I've always been a great fan of train travel too, and have also thought about trying it again. A friend told me recently that there's a line from Fayetteville to Charleston. Having a son who lives and goes to school in Charleston, I thought it might be a fun way to get there -- and would give me a chance to rekindle an old joy. Now, I'm not so sure.

When I was a child, we came from Boston to Southern Pines on the train. We'd board in Dedham at 128 station in the early afternoon, and arrive in New York with enough time for dinner before boarding the overnight headed south. Negotiating the crowds and blaring loudspeakers of Penn Station, we made our way down to its bowels, where the gleaming, silver train awaited us.

I was scared of the noise, the hustle and bustle, but overwhelmingly excited at the same time. I gripped a parent's hand as tight as I could, letting go only when the smiling porter greeted us, led us to our sleeper car and said, "Welcome aboard."

In 1969, we drove to Chicago and picked up the train from there to Nevada. On the rails for days, we saw and experienced the western half of the states in all their grandeur and beauty. On this trip, I learned the true magic of train travel, which is simply to look out the window. For hours on end, I'd sit silently on the observation deck, mesmerized by America.

By the time we reached Reno, we'd made many friends of both staff and vacationers alike. We'd run up and down the train hundreds of times and eaten like kings. We'd been taken care of, and we'd learned a lot about our country. This trip cemented my love for train travel.

It wasn't until 1992 that I'd get a chance to take the train again. This time, four of us rode from Boston to New York to be with a family member for her "opening." She is an artist, and we thought this would be a fun way to get there.

It was, sort of, but clearly things had changed. The train was dirty, inside and out. We saw and experienced many of the same types of travelers that Stephen Smith encountered. The food was shrink-wrapped, and the staff, if you could find them, lacked the enthusiasm for their work that had been so common in the great characters I'd met as a child. The cars smelled of smoke, and the air-conditioning was broken.

To escape this feeling of letdown, I sat next to the window and looked out. The tracks of the Northeast corridor do not generally run through affluent neighborhoods, but again I was mesmerized by what I saw -- strewn garbage, graffiti, junked cars, pollution and squalor. It was eye-opening and tragic. I haven't been on the train since.

In 1970, members of Congress had the same romantic illusions about train travel that many of us did, only they decided to buy the country's passenger rail service, named it Amtrak, and said it would be a publicly owned company to make a profit.

It was billed as a government "experiment," and Washington has assured the public for almost 40 years that one day Amtrak would be a financial success story. To this day, it is not. Billions of our tax dollars have been poured into Amtrak, and recently the new administration announced it will throw another $1.5 billion at this government-subsidized failure.

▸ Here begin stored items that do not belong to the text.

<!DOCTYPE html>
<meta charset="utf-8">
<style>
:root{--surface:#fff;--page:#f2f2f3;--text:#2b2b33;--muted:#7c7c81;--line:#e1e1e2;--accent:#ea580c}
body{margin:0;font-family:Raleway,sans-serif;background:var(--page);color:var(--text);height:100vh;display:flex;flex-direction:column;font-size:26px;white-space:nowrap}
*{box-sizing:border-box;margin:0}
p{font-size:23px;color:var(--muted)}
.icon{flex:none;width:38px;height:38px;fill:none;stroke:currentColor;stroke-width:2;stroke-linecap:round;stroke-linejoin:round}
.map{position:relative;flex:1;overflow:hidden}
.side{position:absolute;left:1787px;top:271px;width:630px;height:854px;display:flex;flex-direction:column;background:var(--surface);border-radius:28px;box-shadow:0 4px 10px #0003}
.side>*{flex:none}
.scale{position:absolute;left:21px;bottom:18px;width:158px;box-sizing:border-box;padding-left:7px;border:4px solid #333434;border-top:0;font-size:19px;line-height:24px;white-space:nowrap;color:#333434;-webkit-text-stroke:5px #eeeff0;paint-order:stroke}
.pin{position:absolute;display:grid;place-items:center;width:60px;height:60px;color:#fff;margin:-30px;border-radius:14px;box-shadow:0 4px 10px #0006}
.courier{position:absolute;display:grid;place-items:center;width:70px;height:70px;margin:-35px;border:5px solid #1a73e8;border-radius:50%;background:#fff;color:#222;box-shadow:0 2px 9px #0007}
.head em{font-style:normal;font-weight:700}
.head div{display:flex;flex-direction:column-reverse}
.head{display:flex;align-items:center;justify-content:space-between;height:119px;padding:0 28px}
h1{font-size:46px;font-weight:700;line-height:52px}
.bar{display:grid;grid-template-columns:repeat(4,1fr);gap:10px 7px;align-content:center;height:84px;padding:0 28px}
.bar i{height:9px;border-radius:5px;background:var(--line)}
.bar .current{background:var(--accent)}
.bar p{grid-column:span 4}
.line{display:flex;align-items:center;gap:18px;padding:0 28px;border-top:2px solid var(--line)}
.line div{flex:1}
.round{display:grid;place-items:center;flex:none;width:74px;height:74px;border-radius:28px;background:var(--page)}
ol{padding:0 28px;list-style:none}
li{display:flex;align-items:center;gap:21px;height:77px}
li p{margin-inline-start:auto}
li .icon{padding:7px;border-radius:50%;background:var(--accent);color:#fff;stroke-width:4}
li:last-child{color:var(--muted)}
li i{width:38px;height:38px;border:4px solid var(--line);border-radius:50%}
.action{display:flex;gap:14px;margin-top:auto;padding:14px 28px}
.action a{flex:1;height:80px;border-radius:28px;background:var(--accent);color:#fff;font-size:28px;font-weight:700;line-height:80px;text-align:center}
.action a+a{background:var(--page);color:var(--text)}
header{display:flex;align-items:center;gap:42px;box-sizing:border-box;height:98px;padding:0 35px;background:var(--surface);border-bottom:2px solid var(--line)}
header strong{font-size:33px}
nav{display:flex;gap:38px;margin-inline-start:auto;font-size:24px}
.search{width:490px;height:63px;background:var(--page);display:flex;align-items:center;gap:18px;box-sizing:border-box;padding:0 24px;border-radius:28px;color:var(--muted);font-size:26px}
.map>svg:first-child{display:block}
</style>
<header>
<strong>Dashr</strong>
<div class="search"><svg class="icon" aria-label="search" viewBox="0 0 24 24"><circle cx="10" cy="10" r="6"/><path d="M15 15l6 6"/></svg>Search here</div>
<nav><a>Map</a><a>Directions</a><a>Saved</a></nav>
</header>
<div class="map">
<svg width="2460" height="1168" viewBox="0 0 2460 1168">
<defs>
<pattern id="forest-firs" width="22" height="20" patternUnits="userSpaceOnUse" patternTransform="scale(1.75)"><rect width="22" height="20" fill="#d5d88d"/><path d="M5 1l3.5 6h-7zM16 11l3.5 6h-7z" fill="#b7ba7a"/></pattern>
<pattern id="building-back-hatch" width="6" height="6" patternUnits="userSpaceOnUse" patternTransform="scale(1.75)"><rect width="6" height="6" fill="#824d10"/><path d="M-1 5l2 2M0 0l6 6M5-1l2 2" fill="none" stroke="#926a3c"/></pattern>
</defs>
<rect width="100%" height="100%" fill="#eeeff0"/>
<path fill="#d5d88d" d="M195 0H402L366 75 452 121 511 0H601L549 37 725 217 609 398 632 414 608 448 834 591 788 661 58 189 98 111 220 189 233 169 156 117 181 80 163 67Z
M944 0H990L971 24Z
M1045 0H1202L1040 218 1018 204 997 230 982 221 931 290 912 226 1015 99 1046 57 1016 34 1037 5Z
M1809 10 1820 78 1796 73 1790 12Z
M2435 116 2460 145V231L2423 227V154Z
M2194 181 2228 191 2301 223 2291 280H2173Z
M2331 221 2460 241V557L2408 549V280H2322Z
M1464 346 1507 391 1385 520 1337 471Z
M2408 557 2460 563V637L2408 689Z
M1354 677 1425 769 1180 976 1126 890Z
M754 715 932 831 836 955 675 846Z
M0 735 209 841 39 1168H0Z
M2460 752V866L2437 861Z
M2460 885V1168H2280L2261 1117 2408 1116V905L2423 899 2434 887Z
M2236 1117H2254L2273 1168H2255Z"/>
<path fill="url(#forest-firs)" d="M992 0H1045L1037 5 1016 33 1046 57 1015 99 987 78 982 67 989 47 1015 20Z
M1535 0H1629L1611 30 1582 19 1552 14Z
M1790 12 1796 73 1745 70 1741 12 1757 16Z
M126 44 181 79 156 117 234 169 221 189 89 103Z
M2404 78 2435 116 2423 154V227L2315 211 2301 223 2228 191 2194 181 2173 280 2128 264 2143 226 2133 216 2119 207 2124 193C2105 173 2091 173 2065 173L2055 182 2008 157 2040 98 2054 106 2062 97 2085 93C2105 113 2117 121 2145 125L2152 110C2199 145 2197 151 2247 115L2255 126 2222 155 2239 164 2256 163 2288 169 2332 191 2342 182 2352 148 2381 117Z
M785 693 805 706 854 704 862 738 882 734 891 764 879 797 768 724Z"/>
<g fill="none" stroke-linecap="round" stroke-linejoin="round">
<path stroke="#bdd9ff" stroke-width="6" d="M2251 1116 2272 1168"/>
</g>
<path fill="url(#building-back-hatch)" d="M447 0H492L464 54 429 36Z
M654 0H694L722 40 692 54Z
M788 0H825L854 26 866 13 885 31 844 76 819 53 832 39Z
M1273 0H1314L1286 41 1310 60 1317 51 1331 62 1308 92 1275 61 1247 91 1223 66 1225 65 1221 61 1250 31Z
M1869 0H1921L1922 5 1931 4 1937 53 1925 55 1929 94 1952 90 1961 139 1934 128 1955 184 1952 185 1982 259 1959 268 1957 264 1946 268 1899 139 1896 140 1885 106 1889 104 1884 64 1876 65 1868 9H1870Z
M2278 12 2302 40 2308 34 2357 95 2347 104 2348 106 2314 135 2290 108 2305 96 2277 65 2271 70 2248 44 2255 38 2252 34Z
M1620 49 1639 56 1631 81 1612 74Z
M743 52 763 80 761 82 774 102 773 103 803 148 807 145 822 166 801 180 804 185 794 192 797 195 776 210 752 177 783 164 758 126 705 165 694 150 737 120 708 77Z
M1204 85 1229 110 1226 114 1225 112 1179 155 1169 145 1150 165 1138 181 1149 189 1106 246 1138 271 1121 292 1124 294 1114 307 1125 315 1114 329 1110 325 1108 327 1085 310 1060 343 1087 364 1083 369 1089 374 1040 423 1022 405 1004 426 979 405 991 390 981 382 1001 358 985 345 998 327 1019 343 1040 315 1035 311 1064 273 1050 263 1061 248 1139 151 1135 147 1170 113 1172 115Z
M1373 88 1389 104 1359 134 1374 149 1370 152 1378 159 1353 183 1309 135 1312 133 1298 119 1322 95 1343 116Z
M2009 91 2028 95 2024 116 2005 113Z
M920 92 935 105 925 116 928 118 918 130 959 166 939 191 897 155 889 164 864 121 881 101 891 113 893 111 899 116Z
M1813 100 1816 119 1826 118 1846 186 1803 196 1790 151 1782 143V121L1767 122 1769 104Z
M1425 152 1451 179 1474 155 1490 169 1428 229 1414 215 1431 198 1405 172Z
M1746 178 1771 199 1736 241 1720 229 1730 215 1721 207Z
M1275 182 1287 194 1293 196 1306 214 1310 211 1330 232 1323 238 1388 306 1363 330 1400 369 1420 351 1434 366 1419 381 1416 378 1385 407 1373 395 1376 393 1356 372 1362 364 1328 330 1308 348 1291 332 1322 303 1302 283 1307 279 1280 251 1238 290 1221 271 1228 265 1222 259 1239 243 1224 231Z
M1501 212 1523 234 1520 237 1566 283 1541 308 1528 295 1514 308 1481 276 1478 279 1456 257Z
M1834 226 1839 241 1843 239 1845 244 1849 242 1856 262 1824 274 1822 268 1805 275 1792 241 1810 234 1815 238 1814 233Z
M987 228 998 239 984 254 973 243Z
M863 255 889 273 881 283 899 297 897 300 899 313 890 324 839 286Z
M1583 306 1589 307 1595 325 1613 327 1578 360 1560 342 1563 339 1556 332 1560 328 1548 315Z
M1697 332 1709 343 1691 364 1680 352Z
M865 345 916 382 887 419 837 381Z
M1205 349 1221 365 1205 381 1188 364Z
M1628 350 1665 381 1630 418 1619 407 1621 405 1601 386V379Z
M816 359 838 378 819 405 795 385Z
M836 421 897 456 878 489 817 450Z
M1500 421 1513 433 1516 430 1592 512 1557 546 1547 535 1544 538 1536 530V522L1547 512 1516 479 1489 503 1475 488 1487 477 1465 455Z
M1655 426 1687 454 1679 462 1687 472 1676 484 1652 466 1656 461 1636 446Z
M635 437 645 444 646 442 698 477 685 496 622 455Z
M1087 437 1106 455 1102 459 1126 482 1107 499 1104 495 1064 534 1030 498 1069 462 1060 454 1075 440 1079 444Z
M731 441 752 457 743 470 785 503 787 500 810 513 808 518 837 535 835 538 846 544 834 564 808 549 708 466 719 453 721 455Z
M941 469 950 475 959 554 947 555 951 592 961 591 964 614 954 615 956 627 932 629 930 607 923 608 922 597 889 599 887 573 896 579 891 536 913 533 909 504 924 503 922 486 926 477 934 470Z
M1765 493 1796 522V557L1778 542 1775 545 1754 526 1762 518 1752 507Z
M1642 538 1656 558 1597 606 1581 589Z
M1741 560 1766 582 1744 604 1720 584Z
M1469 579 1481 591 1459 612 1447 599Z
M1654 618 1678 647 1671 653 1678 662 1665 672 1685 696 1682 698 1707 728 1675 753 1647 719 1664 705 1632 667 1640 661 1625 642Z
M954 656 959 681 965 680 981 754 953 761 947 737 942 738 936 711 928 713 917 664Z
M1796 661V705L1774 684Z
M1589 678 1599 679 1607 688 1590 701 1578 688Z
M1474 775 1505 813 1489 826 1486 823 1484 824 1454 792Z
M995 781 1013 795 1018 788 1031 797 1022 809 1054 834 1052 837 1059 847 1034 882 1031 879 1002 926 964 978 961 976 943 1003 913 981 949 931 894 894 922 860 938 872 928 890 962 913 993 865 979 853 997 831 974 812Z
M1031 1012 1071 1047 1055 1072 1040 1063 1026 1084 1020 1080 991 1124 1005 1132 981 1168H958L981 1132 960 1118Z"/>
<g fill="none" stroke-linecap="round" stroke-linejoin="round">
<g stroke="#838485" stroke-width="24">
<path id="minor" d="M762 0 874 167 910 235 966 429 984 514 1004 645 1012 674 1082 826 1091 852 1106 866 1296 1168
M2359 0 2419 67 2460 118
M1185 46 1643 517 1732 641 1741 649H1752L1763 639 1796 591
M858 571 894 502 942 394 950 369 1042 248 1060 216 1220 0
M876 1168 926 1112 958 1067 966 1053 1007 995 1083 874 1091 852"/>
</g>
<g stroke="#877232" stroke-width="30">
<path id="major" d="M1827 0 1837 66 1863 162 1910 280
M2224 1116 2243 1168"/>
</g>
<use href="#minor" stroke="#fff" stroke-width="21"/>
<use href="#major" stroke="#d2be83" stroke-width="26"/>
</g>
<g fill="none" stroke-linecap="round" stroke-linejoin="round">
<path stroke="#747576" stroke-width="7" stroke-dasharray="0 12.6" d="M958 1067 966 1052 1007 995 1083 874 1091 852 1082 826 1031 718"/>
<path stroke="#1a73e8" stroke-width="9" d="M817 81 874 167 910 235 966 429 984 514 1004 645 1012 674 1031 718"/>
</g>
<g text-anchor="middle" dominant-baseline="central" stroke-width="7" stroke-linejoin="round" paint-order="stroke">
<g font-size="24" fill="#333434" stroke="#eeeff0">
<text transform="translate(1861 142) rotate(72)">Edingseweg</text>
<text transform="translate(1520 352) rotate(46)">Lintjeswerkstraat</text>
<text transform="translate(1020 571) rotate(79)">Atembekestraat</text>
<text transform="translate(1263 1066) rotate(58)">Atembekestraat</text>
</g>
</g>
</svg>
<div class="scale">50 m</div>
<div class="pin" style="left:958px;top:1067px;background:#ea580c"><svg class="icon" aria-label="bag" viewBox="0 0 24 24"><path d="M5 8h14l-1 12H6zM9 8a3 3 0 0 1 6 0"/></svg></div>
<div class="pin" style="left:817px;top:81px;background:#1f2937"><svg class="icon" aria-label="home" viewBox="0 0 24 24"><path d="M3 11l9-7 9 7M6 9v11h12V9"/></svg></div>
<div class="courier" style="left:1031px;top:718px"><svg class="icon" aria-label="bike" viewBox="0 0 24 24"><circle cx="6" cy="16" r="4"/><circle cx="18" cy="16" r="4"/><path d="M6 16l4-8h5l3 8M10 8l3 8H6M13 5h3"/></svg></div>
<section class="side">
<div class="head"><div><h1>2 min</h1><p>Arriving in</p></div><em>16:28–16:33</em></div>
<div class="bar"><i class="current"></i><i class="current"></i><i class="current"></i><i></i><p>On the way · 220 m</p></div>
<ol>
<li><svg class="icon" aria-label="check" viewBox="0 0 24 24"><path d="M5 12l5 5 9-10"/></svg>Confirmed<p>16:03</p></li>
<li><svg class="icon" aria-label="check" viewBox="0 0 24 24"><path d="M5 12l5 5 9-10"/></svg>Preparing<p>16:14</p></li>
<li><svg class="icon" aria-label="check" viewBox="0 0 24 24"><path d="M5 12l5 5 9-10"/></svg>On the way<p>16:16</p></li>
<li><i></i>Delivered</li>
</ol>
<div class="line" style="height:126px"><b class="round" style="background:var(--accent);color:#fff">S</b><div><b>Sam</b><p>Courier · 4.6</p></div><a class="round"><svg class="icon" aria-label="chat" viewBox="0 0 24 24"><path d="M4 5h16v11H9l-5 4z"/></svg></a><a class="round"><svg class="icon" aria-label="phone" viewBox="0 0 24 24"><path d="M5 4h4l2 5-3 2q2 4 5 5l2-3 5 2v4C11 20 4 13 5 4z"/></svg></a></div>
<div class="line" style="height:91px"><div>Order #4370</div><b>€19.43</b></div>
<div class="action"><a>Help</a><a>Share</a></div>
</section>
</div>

The Amtrak story is just older than the studies and presidential groups commissioned to figure out what to do with this mess. Most come to the same conclusion: Return Amtrak to the private sector where it belongs. Only then does it stand a chance of competing against other forms of travel, while at the same time returning it to the excellence of service it used to provide.

If there was ever a case study for why government should keep its mitts off General Motors and Chrysler, with our money, Amtrak is it.